* _Assignment_: The expected output is every line of the data exactly as shown, minus the images.

Collected data entries:
○ ○ ○ ○
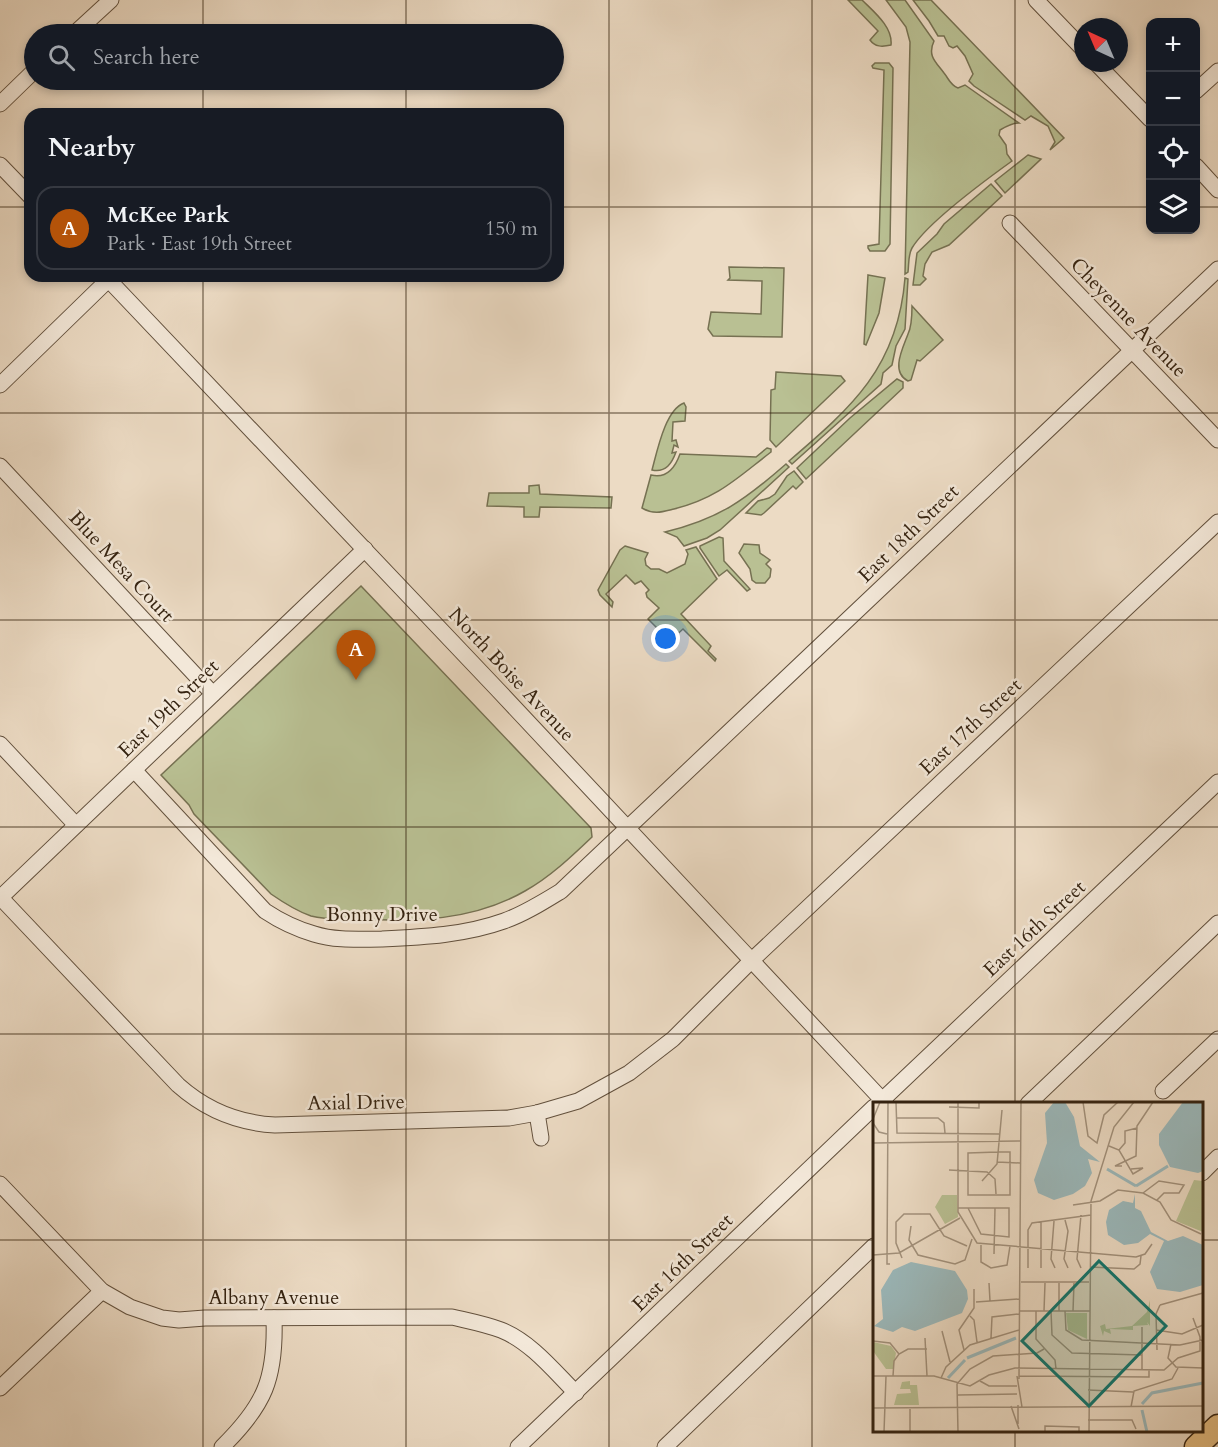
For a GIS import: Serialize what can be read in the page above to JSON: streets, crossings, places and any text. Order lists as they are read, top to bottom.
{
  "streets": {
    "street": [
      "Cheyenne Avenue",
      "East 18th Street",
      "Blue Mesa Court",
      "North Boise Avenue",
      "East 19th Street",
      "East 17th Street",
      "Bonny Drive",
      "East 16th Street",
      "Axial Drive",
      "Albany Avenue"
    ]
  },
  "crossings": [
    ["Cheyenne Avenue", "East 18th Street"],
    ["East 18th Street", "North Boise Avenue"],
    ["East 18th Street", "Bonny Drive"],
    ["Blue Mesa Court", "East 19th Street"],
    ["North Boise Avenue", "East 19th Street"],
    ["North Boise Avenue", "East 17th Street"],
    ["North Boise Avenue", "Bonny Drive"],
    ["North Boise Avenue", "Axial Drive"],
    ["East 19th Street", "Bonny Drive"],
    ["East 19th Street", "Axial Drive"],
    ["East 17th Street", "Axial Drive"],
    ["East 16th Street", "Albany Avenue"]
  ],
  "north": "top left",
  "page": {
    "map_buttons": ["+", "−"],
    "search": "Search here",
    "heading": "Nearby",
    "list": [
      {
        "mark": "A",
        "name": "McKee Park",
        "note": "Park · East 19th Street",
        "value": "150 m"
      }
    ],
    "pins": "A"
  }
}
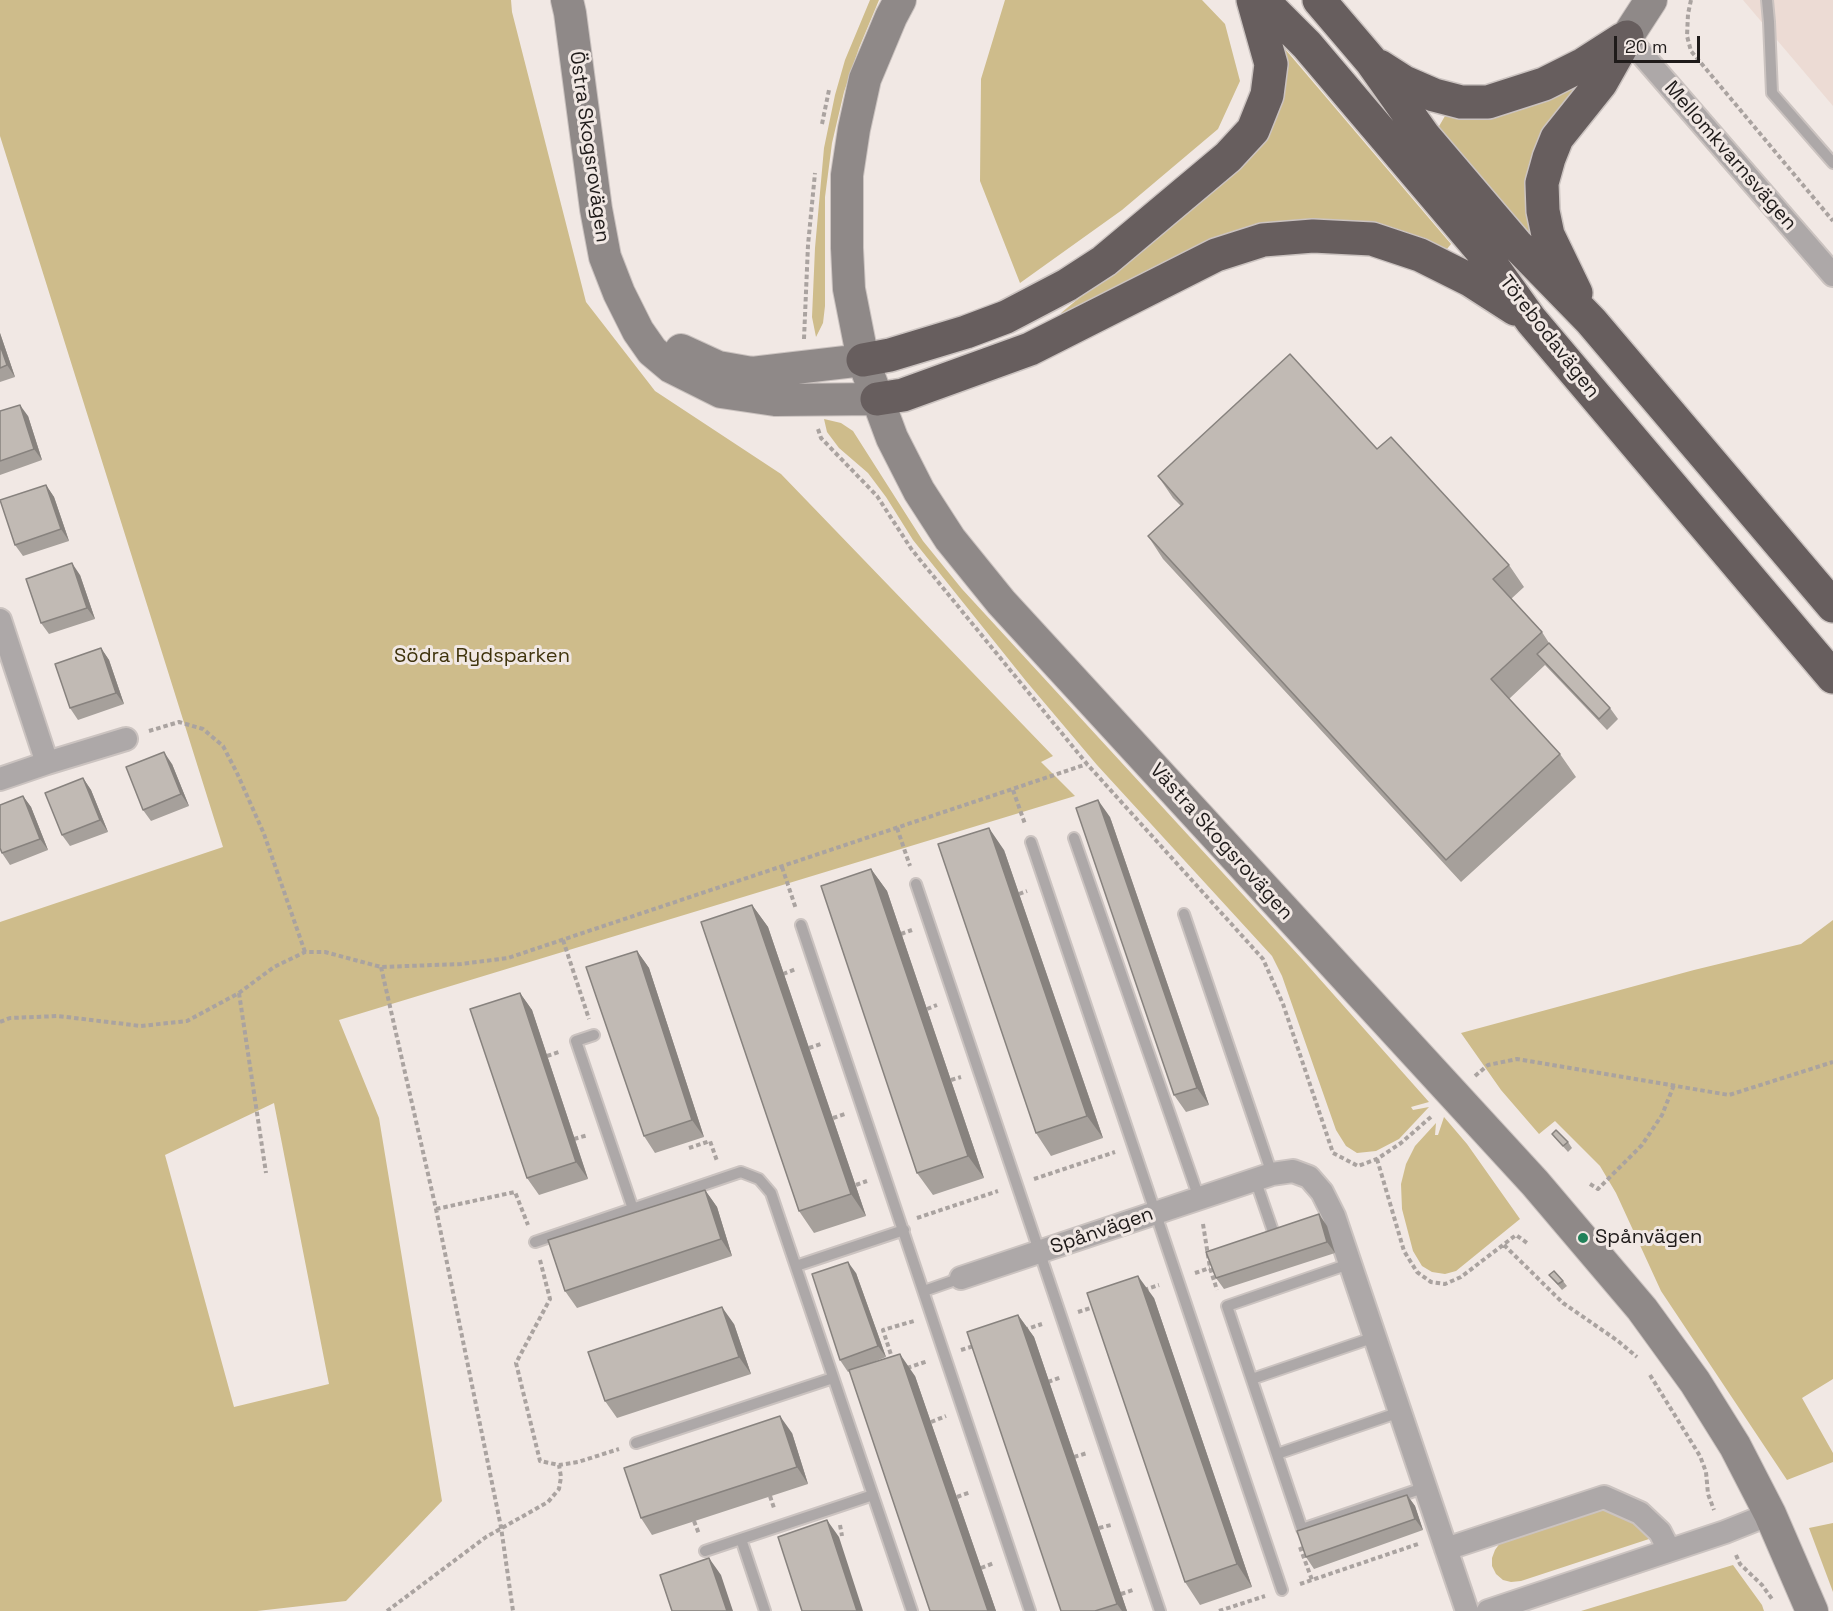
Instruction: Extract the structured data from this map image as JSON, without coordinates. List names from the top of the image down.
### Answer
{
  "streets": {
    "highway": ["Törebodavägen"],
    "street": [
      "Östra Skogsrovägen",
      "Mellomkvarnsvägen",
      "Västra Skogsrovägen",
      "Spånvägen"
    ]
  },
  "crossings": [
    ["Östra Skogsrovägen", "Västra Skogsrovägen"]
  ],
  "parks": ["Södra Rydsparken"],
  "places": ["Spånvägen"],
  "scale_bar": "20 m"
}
○ ○ ○ ○
* _Response area_:
For a GIS import: Serialize what can be read in the page above to JSON: streets, crossings, places and any text. Order lists as they are read, top to bottom.
{
  "streets": {
    "street": [
      "Cheyenne Avenue",
      "East 18th Street",
      "Blue Mesa Court",
      "North Boise Avenue",
      "East 19th Street",
      "East 17th Street",
      "Bonny Drive",
      "East 16th Street",
      "Axial Drive",
      "Albany Avenue"
    ]
  },
  "crossings": [
    ["Cheyenne Avenue", "East 18th Street"],
    ["East 18th Street", "North Boise Avenue"],
    ["East 18th Street", "Bonny Drive"],
    ["Blue Mesa Court", "East 19th Street"],
    ["North Boise Avenue", "East 19th Street"],
    ["North Boise Avenue", "East 17th Street"],
    ["North Boise Avenue", "Bonny Drive"],
    ["North Boise Avenue", "Axial Drive"],
    ["East 19th Street", "Bonny Drive"],
    ["East 19th Street", "Axial Drive"],
    ["East 17th Street", "Axial Drive"],
    ["East 16th Street", "Albany Avenue"]
  ],
  "north": "top left",
  "page": {
    "map_buttons": ["+", "−"],
    "search": "Search here",
    "heading": "Nearby",
    "list": [
      {
        "mark": "A",
        "name": "McKee Park",
        "note": "Park · East 19th Street",
        "value": "150 m"
      }
    ],
    "pins": "A"
  }
}
Instruction: Extract the structured data from this map image as JSON, without coordinates. List names from the top of the image down.
### Answer
{
  "streets": {
    "highway": ["Törebodavägen"],
    "street": [
      "Östra Skogsrovägen",
      "Mellomkvarnsvägen",
      "Västra Skogsrovägen",
      "Spånvägen"
    ]
  },
  "crossings": [
    ["Östra Skogsrovägen", "Västra Skogsrovägen"]
  ],
  "parks": ["Södra Rydsparken"],
  "places": ["Spånvägen"],
  "scale_bar": "20 m"
}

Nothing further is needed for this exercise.